Erbium Related Photoluminescence of Silicon: Influence of Co-doping with Oxygen and Hydrogenation

This experiment deals with the influence of co-doping with oxygen and hydrogen and also annealing parameters, temperature and excitation power on the Er related photoluminescence (PL) of silicon. The ultimate goal is to optimise the PL intensity of the Er³⁺ internal transition to make at room-temperature luminescence possible. Silicon is a very inefficient light emitter, because of the low radiative recombination rate due to the indirect band gap. However, by adding optically active impurities such as erbium, Si can be made luminescent. Silicon is an ideal material for the fabrication of optical waveguides that are compatible with optical telecommunication technology at 1.54µm, because of its high transparency and high refractive index at this wavelength. Co-doping with oxygen and hydrogen can enhance the initial Er luminescence. To investigate the influence of oxygen and hydrogen on the diffusion process and the luminescence intensity, samples were doped with erbium, oxygen and hydrogen at different concentrations that were implanted both on Float Zone (FZ) and Czochralski (CZ) silicon wafers. In FZ silicon, the samples implanted with both oxygen and hydrogen showed the highest luminescence yield with a six times higher peak intensity as compared to samples implanted with only erbium and a two times higher peak intensity as compared to samples with erbium and oxygen, in accordance with previous results. However, identified by the line position and contrary to previous results on CZ-Si, the luminescence stems from an erbium-oxygen impurity complex and not from the so-called cubic centre. In CZ samples doped with erbium, oxygen and hydrogen show a 3 times higher intensity as compared to samples doped only with erbium and oxygen.
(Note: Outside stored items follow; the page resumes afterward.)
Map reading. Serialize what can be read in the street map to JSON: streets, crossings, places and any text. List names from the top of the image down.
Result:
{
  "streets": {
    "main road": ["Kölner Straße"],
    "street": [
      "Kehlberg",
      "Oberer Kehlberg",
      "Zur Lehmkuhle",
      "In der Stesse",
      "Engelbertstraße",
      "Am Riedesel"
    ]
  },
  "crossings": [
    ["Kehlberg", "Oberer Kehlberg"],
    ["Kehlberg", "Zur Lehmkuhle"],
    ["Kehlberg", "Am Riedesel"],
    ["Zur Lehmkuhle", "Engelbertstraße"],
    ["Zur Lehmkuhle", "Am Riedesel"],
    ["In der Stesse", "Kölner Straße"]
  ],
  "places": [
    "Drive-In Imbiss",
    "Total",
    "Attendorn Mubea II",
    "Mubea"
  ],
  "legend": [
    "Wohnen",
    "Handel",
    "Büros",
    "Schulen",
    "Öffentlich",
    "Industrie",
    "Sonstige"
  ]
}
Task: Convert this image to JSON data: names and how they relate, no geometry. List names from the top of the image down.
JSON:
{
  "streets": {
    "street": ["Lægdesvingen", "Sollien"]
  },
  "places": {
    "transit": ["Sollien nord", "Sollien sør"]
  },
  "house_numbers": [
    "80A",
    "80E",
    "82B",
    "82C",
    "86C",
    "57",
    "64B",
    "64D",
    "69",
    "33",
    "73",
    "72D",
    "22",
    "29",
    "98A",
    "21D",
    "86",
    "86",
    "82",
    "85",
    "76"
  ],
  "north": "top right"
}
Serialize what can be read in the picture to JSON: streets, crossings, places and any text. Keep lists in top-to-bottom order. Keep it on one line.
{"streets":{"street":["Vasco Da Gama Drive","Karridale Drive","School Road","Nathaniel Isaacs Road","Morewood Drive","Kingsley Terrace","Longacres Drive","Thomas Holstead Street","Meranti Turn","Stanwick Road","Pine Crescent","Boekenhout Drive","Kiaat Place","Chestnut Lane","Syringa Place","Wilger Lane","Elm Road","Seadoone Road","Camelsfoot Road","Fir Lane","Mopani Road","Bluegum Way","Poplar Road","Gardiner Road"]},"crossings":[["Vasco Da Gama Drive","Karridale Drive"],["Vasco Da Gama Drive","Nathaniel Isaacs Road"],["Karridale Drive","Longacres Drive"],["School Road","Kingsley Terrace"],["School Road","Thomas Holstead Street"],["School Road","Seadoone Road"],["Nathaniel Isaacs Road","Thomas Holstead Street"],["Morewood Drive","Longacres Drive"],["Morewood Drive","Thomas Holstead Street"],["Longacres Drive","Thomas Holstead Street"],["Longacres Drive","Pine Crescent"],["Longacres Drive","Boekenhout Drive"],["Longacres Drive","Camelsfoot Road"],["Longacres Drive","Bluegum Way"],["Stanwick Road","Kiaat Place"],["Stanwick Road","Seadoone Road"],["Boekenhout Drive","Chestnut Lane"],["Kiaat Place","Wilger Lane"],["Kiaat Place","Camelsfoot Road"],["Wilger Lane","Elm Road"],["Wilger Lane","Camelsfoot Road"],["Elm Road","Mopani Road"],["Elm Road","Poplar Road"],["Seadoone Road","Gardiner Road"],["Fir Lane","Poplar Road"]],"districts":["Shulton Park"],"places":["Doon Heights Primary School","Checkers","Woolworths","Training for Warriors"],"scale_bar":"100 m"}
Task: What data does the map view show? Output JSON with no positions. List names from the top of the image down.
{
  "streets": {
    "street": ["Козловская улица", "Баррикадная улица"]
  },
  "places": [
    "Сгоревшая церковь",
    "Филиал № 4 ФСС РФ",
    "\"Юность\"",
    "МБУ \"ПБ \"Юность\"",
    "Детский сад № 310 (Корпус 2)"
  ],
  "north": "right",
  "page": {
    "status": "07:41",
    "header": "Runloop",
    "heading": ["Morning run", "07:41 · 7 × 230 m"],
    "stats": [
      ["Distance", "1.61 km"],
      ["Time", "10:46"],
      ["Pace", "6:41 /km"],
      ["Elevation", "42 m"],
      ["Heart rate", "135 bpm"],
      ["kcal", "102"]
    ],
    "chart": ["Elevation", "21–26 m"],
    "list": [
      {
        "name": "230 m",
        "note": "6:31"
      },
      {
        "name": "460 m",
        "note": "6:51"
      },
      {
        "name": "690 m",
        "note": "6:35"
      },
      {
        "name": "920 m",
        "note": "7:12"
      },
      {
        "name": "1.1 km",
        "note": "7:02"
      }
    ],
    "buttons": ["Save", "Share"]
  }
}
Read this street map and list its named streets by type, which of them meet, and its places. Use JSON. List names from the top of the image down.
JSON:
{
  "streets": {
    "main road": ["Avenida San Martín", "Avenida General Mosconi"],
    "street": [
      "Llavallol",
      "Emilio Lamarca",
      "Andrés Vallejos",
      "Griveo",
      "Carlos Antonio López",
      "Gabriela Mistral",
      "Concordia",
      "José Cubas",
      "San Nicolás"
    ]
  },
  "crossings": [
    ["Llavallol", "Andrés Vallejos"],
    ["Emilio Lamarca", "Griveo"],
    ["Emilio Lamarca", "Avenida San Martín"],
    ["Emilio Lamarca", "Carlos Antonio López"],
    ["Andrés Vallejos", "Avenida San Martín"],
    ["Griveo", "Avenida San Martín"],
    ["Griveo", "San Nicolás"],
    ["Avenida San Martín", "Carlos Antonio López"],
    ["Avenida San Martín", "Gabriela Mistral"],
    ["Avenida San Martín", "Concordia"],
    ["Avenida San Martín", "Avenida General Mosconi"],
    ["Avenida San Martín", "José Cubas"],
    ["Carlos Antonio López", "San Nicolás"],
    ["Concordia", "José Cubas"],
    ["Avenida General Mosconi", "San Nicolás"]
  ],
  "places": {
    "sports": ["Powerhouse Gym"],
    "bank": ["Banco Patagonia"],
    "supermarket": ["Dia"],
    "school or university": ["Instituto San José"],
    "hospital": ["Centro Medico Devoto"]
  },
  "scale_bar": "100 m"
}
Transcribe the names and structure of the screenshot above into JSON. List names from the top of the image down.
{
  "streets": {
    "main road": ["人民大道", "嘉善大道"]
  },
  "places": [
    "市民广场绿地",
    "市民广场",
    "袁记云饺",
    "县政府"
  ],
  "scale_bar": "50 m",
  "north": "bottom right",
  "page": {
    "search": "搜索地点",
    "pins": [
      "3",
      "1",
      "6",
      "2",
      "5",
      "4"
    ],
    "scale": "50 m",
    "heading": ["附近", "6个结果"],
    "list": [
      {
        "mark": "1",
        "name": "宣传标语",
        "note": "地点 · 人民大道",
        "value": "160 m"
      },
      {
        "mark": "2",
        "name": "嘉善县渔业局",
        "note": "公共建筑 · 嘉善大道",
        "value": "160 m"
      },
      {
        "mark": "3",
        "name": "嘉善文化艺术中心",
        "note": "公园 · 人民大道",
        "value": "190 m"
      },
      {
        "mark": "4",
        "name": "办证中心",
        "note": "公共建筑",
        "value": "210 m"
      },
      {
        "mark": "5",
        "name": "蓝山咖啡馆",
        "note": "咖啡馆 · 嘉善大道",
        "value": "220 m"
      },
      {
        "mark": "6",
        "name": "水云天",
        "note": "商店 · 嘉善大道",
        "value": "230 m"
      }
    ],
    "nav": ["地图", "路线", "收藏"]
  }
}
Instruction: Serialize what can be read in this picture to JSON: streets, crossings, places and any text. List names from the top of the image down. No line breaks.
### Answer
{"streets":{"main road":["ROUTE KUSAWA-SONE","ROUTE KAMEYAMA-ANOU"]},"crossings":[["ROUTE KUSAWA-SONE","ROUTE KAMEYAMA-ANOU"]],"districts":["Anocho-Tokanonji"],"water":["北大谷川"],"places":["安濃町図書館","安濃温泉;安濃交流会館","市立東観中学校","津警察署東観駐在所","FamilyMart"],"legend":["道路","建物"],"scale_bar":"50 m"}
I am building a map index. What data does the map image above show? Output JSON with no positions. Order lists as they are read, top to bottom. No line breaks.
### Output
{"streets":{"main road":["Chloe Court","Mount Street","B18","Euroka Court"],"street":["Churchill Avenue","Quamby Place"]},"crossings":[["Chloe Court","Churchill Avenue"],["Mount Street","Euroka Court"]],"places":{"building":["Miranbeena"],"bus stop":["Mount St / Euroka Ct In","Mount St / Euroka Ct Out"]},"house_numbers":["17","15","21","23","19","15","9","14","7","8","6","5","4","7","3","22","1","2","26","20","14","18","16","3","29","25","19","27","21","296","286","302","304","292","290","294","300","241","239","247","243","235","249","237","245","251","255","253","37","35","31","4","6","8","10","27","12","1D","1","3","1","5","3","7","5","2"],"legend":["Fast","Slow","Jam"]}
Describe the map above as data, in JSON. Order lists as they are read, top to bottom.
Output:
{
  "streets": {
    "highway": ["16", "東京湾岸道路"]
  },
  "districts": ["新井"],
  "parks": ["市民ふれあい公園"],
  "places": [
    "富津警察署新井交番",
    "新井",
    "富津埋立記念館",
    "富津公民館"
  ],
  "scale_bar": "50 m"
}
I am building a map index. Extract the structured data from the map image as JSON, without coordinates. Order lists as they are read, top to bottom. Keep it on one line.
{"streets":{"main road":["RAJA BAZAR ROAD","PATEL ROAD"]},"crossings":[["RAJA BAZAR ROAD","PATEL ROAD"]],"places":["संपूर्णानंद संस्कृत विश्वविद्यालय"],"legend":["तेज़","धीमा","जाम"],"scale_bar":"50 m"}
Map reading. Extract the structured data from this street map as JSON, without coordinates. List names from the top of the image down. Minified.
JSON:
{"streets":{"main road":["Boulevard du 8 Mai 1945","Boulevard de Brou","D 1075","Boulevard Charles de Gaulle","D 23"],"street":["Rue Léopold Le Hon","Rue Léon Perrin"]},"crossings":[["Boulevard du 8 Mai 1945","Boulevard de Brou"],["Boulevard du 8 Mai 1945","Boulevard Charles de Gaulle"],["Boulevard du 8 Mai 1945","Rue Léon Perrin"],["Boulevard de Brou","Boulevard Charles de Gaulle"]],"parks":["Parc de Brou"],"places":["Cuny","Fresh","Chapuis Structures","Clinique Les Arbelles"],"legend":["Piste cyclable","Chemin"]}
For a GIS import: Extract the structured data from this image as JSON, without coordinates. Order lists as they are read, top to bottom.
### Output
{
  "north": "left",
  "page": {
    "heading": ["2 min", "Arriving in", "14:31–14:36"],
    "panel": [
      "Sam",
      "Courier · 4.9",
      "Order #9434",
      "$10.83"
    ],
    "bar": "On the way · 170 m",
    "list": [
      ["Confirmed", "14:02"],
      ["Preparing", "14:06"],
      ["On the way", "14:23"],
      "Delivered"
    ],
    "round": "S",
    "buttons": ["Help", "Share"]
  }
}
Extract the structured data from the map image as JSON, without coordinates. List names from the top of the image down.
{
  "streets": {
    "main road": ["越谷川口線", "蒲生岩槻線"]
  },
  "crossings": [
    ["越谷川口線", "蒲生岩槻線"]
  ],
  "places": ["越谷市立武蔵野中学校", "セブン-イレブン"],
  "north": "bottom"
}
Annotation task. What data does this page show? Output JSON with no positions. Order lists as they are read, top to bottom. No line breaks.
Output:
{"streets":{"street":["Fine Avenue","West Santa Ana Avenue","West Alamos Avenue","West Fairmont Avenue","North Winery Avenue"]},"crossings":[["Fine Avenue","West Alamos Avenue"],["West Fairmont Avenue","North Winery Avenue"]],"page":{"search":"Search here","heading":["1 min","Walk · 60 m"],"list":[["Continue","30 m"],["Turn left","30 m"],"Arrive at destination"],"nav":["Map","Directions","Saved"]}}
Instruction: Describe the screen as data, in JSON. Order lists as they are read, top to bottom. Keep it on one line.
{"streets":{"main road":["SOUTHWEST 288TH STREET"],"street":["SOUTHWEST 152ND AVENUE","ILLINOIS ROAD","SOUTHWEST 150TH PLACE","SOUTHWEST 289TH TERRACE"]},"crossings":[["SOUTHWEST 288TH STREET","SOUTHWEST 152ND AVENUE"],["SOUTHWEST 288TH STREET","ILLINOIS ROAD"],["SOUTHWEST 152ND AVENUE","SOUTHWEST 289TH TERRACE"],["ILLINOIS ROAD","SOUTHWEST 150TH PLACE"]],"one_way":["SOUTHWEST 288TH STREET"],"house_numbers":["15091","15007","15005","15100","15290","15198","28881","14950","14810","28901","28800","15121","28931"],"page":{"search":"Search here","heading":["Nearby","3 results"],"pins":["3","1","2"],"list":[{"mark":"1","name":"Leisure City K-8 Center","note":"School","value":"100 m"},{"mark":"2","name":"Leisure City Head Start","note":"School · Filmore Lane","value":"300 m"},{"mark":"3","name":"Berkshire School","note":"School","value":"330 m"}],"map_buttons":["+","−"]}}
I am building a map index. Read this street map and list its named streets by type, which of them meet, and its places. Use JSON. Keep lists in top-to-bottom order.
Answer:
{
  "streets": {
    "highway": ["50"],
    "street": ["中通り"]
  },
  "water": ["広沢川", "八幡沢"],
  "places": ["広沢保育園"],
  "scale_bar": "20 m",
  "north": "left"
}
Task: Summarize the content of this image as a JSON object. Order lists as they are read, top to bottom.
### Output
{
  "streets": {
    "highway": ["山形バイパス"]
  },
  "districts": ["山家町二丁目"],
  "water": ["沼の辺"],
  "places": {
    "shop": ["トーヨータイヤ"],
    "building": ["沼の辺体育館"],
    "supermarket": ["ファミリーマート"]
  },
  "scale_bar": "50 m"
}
Although the PL lines of the cubic centre are visible, they do not exhibit the strongest luminescence. In samples doped only with erbium and hydrogen and annealed at 900°C, we observe luminescence from only the cubic centre. Although the appearance of the cubic centre in these samples is most likely due to out-diffusion of erbium in the absence of oxygen, hydrogen again enhances the luminescence intensity by a factor 2.